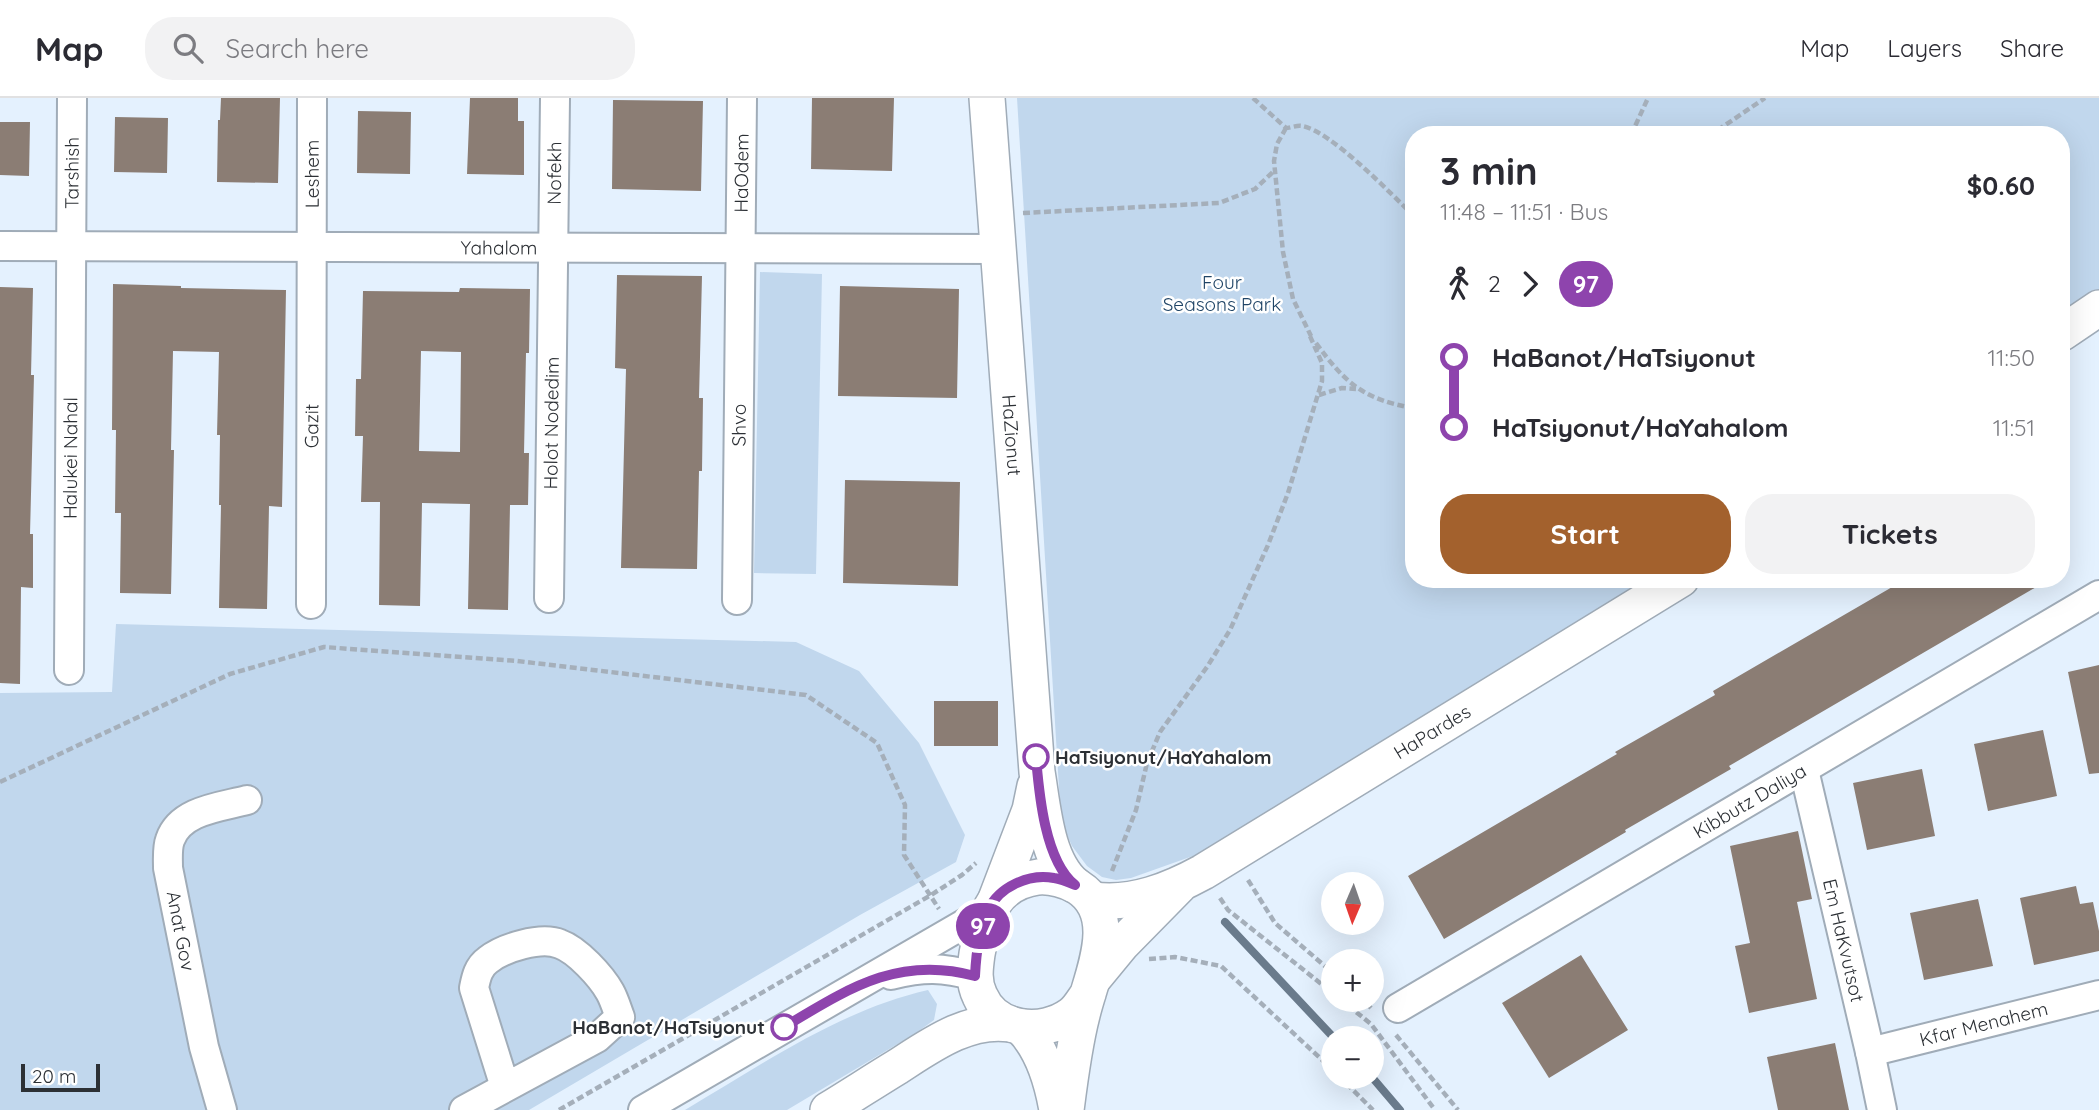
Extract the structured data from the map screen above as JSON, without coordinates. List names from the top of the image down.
{
  "streets": {
    "street": [
      "Tarshish",
      "Leshem",
      "Nofekh",
      "HaOdem",
      "Yahalom",
      "Holot Nodedim",
      "Shvo",
      "Gazit",
      "HaZionut",
      "Halukei Nahal",
      "HaPardes",
      "Kibbutz Daliya",
      "Anat Gov",
      "Em HaKvutsot",
      "Kfar Menahem"
    ]
  },
  "crossings": [
    ["Tarshish", "Yahalom"],
    ["Tarshish", "Halukei Nahal"],
    ["Leshem", "Yahalom"],
    ["Leshem", "Gazit"],
    ["Nofekh", "Yahalom"],
    ["Nofekh", "Holot Nodedim"],
    ["HaOdem", "Yahalom"],
    ["HaOdem", "Shvo"],
    ["Yahalom", "Holot Nodedim"],
    ["Yahalom", "Shvo"],
    ["Yahalom", "Gazit"],
    ["Yahalom", "HaZionut"],
    ["Yahalom", "Halukei Nahal"],
    ["HaZionut", "HaPardes"],
    ["Kibbutz Daliya", "Em HaKvutsot"],
    ["Em HaKvutsot", "Kfar Menahem"]
  ],
  "parks": ["Four Seasons Park"],
  "places": ["HaTsiyonut/HaYahalom", "HaBanot/HaTsiyonut"],
  "lines": ["bus line 97"],
  "scale_bar": "20 m",
  "north": "bottom",
  "page": {
    "header": "Map",
    "search": "Search here",
    "nav": ["Map", "Layers", "Share"],
    "on_map": "97",
    "heading": ["3 min", "11:48 – 11:51 · Bus", "$0.60"],
    "legs": ["2", "97"],
    "list": [
      {
        "name": "HaBanot/HaTsiyonut",
        "value": "11:50"
      },
      {
        "name": "HaTsiyonut/HaYahalom",
        "value": "11:51"
      }
    ],
    "buttons": ["Start", "Tickets"],
    "map_buttons": ["+", "−"],
    "scale": "20 m"
  }
}
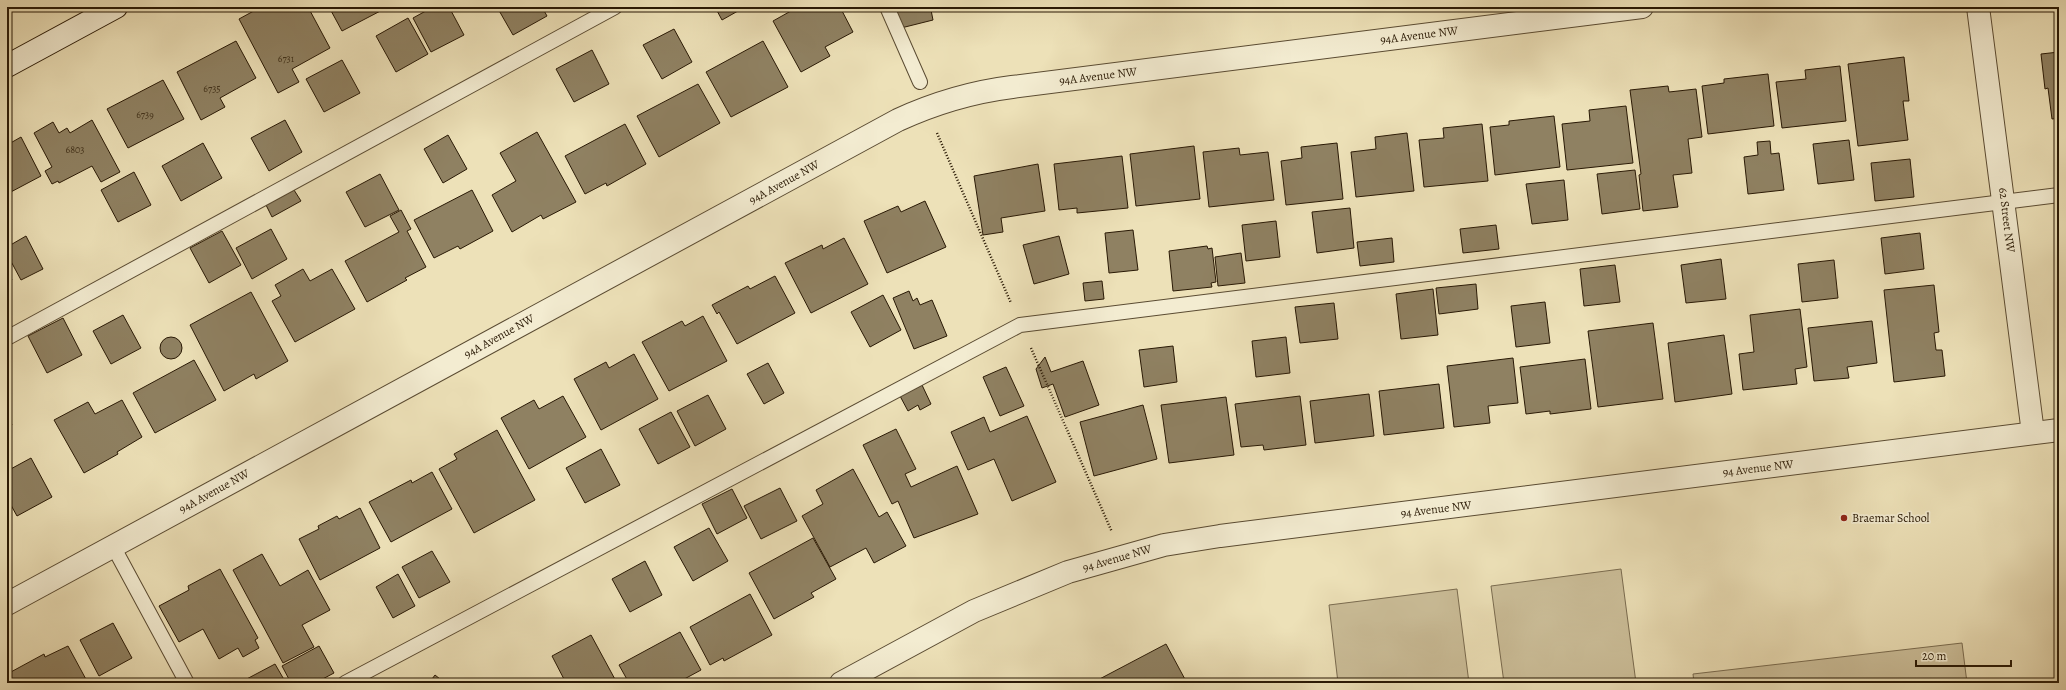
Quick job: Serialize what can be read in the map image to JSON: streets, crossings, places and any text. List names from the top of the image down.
{
  "streets": {
    "street": ["94A Avenue NW", "62 Street NW", "94 Avenue NW"]
  },
  "crossings": [
    ["62 Street NW", "94 Avenue NW"]
  ],
  "places": ["Braemar School"],
  "house_numbers": [
    "6731",
    "6735",
    "6739",
    "6803"
  ],
  "scale_bar": "20 m"
}
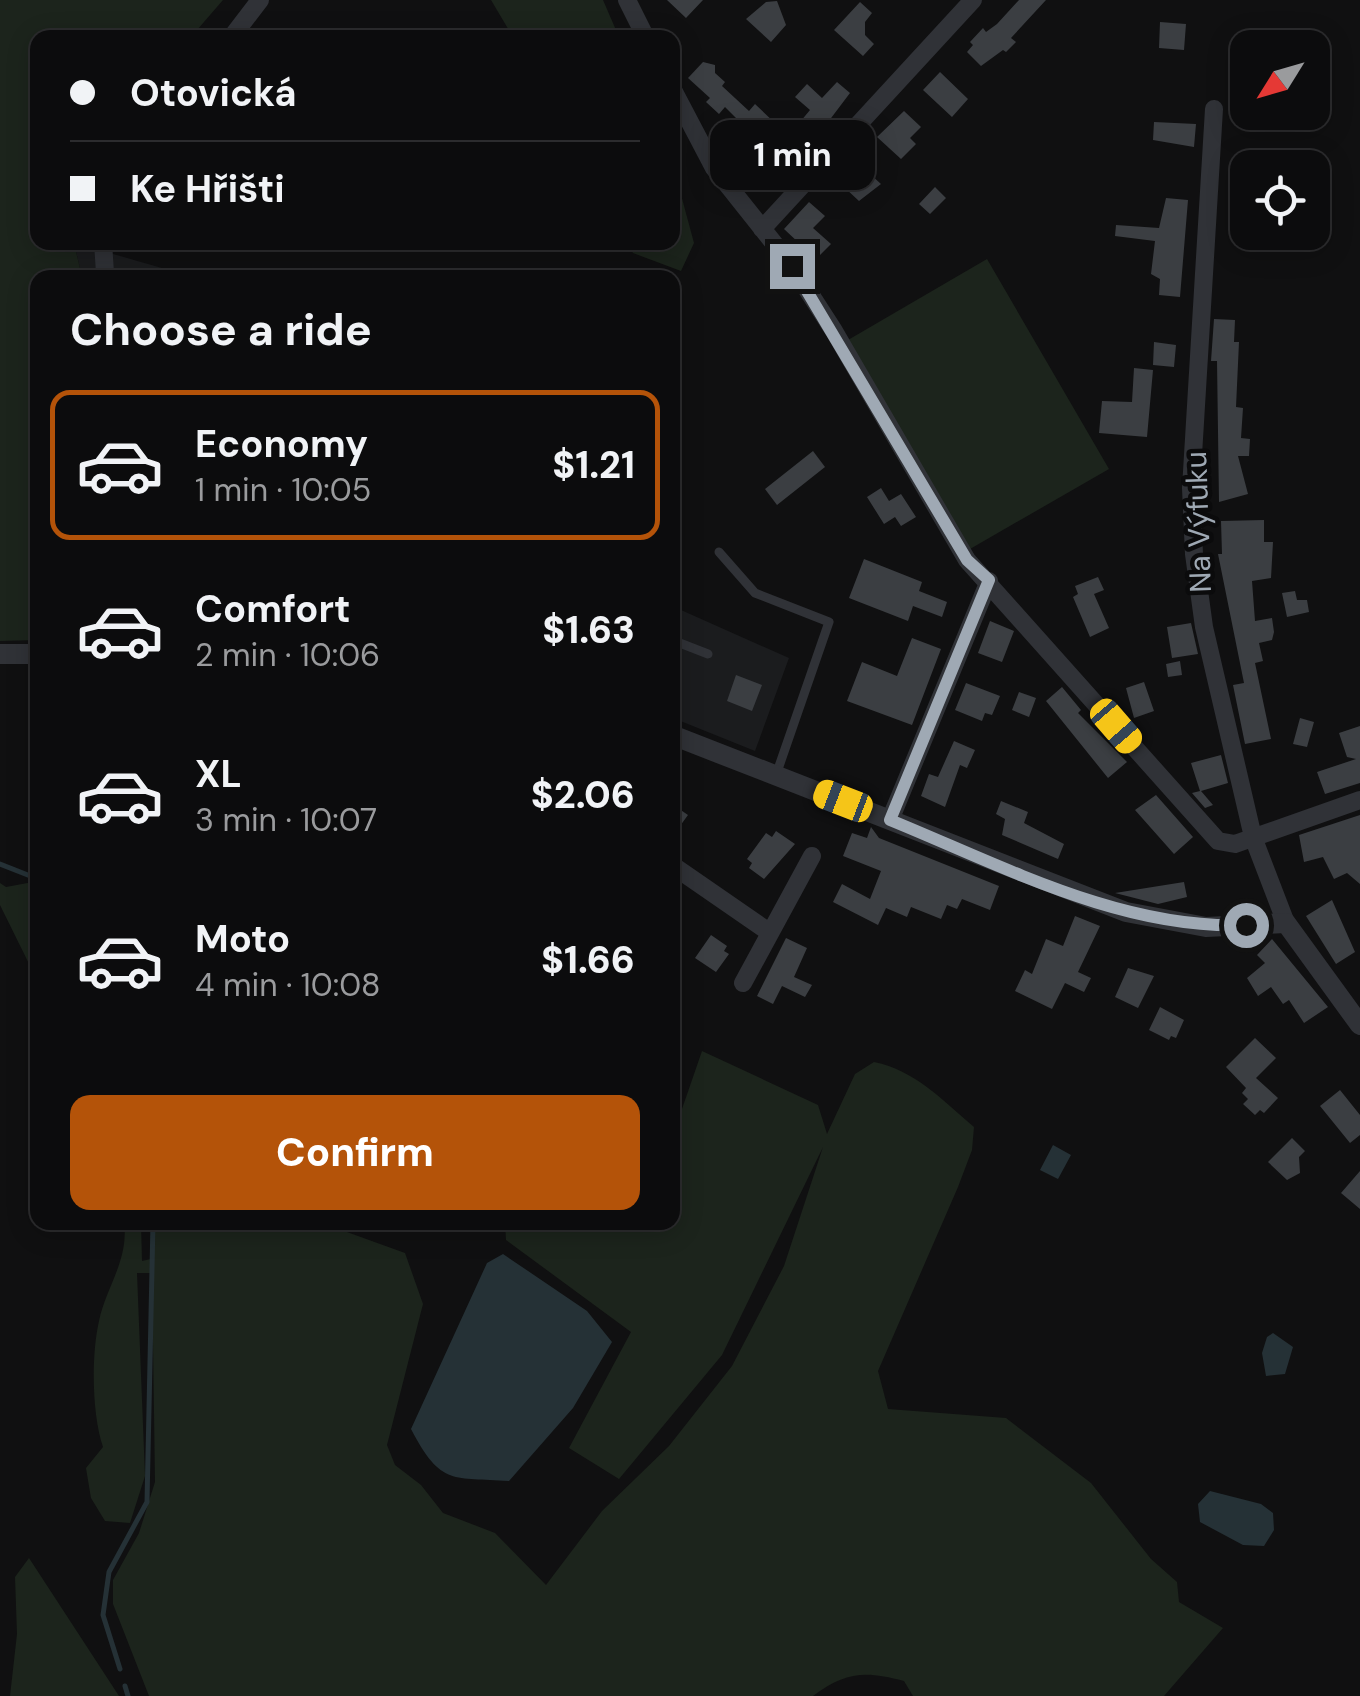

____

→ **Brief**
Only the lines above that hold "Leshem" are wanted. Show every one of them.

→ **Exercise response**
      "Leshem",
    ["Leshem", "Yahalom"],
    ["Leshem", "Gazit"],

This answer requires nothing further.